[Start of Attachment]
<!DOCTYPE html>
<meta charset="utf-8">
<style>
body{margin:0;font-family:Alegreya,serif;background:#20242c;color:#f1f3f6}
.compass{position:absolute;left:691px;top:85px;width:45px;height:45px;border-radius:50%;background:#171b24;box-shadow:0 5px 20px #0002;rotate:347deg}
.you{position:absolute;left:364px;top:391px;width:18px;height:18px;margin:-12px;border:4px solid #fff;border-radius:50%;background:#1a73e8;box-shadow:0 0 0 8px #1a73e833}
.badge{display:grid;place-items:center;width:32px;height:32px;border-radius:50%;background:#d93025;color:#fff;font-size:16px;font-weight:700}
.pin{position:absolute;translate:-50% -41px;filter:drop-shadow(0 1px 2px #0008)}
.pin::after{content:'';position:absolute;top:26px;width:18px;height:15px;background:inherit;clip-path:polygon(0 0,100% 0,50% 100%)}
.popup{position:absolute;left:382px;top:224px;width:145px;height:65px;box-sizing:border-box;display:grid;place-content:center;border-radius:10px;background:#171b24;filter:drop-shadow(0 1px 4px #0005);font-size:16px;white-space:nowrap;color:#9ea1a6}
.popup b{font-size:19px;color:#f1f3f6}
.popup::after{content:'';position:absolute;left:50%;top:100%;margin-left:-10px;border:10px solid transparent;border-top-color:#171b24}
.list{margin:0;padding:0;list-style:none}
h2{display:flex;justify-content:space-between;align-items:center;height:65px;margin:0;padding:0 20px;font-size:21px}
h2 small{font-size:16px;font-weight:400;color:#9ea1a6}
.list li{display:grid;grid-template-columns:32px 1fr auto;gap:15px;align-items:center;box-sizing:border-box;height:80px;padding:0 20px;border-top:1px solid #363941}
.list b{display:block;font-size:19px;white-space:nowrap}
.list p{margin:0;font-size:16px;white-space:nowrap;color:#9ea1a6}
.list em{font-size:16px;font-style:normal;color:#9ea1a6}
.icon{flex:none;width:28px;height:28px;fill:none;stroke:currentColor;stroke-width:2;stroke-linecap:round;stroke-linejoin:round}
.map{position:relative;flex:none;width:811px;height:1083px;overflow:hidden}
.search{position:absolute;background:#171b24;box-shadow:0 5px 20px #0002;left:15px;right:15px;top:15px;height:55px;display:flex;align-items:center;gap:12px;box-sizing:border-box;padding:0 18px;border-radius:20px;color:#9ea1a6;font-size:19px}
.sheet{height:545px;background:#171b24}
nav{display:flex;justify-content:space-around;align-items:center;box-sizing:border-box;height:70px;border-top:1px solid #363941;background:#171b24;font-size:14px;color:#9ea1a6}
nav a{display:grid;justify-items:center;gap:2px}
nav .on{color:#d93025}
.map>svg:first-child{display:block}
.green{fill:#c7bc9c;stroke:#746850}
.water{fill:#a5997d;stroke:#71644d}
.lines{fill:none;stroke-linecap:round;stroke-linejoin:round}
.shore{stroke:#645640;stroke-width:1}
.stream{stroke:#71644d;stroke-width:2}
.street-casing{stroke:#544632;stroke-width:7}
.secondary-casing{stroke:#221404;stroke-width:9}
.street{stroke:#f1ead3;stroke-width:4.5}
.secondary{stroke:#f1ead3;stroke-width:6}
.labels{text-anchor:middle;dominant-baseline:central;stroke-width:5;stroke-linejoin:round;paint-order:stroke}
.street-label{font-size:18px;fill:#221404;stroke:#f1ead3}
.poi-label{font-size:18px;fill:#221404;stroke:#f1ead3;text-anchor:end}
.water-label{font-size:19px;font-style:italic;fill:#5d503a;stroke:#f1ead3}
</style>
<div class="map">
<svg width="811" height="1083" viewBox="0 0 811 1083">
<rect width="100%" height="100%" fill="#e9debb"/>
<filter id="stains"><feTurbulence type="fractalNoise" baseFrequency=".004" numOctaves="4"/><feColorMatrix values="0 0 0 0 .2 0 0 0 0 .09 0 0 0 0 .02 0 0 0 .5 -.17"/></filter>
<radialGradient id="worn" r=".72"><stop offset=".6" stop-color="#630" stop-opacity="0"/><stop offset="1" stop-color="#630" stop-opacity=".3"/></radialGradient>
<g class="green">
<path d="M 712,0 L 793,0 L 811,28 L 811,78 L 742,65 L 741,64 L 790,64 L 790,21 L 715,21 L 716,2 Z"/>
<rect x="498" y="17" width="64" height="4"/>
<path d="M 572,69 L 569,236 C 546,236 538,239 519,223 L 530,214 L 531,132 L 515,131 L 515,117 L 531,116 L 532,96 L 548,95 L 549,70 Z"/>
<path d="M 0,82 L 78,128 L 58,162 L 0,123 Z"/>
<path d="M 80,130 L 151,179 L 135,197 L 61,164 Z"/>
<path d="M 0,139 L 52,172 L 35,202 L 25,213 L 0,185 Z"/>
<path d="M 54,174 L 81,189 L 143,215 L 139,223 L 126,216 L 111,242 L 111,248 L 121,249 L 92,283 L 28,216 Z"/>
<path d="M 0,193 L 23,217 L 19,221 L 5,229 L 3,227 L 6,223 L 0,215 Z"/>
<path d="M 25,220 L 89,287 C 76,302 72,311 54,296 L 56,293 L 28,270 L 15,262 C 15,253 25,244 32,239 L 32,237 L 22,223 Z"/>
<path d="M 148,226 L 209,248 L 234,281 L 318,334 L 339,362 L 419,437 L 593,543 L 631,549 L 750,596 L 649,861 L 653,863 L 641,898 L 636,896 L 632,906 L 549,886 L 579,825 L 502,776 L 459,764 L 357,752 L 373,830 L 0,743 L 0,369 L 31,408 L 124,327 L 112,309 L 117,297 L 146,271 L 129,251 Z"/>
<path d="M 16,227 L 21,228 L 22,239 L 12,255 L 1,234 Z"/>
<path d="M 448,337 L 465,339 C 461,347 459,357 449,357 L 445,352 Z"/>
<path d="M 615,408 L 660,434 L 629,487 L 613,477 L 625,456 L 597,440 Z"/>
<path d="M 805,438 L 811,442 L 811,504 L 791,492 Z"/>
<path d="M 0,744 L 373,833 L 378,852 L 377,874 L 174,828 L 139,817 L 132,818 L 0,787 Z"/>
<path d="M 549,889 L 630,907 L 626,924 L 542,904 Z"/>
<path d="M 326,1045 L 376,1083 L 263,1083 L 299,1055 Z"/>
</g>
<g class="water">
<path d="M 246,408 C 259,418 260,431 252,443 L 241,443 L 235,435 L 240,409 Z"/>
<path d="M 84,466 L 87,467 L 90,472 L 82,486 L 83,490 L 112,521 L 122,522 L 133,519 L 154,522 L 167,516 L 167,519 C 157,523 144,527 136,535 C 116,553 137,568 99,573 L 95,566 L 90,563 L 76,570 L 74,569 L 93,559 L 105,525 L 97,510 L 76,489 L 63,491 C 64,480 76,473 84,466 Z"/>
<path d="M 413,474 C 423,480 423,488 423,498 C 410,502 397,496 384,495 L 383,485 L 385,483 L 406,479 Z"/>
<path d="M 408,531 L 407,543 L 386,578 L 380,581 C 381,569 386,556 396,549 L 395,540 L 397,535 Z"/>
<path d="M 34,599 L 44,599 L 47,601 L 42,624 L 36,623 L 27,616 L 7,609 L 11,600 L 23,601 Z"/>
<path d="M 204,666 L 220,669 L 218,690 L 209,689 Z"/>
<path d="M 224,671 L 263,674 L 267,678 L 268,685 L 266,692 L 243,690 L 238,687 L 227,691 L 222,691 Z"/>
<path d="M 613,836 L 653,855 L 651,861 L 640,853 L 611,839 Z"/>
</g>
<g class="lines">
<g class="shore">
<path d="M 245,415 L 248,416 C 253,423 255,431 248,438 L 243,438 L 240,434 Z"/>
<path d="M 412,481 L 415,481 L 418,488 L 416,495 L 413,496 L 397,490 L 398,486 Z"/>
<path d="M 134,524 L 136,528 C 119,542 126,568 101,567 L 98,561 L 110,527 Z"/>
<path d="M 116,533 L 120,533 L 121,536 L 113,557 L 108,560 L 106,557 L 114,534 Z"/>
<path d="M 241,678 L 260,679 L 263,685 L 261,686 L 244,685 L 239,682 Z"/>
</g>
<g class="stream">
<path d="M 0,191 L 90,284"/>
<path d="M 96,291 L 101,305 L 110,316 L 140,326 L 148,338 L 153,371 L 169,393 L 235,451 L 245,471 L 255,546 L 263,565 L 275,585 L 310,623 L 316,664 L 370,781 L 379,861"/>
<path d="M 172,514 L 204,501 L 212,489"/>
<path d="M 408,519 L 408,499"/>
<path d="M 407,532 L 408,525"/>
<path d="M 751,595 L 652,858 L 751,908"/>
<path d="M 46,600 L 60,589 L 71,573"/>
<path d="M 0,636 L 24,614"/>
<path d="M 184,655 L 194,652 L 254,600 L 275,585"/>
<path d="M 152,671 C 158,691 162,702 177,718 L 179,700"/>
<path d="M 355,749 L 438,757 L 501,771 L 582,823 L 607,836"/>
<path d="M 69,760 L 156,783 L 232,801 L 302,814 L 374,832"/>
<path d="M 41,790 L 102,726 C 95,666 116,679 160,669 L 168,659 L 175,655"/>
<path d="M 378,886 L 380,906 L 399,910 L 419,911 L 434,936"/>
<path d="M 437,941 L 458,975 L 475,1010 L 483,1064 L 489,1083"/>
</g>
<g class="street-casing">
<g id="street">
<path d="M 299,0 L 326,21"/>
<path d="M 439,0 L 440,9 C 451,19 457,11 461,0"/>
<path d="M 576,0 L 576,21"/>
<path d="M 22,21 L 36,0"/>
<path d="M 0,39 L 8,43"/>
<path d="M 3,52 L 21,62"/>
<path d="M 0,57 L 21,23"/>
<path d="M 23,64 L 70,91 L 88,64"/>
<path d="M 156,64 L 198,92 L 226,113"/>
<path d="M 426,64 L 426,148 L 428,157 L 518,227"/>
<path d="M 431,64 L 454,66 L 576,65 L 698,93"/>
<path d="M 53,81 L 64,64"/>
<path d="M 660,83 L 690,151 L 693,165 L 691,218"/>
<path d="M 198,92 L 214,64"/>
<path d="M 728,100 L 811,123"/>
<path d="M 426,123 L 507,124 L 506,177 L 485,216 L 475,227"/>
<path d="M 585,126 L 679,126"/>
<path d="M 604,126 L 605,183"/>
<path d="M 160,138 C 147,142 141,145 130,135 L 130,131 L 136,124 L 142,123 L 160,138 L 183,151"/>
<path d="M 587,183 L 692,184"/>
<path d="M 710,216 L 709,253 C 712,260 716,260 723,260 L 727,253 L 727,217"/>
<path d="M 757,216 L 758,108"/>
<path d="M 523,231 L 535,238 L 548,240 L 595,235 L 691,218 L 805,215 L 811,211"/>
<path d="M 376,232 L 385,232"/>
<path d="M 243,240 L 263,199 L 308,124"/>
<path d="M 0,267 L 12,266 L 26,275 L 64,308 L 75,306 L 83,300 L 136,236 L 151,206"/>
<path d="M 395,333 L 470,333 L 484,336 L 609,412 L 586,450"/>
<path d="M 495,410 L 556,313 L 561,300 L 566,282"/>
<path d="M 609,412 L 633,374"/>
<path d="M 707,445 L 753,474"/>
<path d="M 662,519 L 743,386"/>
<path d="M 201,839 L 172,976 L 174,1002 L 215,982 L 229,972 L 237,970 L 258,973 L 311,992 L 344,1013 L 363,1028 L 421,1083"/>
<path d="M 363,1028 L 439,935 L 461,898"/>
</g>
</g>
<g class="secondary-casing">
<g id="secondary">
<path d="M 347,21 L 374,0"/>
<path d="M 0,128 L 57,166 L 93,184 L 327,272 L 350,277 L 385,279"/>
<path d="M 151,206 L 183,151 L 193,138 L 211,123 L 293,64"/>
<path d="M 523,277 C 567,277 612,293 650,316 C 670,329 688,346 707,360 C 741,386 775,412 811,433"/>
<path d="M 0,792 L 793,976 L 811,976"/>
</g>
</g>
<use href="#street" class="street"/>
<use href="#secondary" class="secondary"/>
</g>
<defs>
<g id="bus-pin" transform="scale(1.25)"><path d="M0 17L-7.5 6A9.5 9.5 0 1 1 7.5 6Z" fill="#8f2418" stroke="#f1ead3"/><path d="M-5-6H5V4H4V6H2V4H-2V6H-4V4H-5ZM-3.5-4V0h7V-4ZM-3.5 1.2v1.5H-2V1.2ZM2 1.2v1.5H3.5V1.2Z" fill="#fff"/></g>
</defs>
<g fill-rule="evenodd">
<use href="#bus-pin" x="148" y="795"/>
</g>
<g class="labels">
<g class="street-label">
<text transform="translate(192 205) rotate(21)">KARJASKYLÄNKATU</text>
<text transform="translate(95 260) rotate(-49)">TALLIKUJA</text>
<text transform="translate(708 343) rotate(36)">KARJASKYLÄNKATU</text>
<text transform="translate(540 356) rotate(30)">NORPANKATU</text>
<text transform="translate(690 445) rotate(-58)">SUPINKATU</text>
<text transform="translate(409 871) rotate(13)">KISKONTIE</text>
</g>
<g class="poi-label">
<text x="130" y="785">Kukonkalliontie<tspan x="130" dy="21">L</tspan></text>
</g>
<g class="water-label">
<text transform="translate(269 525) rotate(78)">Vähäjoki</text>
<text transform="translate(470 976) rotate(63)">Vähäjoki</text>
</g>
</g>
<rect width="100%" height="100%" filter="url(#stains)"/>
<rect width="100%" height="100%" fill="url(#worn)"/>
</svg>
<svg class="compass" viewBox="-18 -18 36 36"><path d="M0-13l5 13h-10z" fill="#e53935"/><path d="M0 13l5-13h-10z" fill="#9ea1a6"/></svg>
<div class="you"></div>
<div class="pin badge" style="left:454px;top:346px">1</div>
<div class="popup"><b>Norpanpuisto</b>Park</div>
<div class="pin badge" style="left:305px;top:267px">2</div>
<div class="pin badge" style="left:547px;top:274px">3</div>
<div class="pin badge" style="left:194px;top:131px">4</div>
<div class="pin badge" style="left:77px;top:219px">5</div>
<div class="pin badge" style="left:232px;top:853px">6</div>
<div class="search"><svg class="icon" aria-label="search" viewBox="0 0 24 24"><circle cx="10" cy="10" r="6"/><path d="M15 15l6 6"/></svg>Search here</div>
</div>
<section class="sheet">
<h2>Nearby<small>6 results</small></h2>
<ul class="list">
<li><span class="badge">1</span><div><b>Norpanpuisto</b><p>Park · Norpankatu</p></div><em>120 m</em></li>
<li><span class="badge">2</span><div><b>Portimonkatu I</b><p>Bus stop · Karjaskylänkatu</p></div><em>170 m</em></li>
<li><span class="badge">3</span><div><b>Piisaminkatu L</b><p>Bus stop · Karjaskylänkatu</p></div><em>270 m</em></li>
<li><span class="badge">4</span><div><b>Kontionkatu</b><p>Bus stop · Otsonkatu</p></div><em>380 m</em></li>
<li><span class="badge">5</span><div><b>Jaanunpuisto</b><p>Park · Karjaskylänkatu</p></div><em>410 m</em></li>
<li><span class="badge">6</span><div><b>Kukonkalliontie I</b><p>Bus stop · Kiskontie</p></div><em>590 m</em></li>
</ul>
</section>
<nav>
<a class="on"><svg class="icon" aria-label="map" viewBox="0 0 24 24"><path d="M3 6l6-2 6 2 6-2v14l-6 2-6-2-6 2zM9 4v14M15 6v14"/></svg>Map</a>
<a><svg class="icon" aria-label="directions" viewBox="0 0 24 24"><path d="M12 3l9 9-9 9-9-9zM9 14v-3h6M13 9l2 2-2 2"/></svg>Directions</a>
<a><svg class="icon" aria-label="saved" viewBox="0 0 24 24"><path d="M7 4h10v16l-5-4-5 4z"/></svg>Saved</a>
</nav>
[End of Attachment]
Task details: Copy every line above that includes the string "nowrap".

Response:
.popup{position:absolute;left:382px;top:224px;width:145px;height:65px;box-sizing:border-box;display:grid;place-content:center;border-radius:10px;background:#171b24;filter:drop-shadow(0 1px 4px #0005);font-size:16px;white-space:nowrap;color:#9ea1a6}
.list b{display:block;font-size:19px;white-space:nowrap}
.list p{margin:0;font-size:16px;white-space:nowrap;color:#9ea1a6}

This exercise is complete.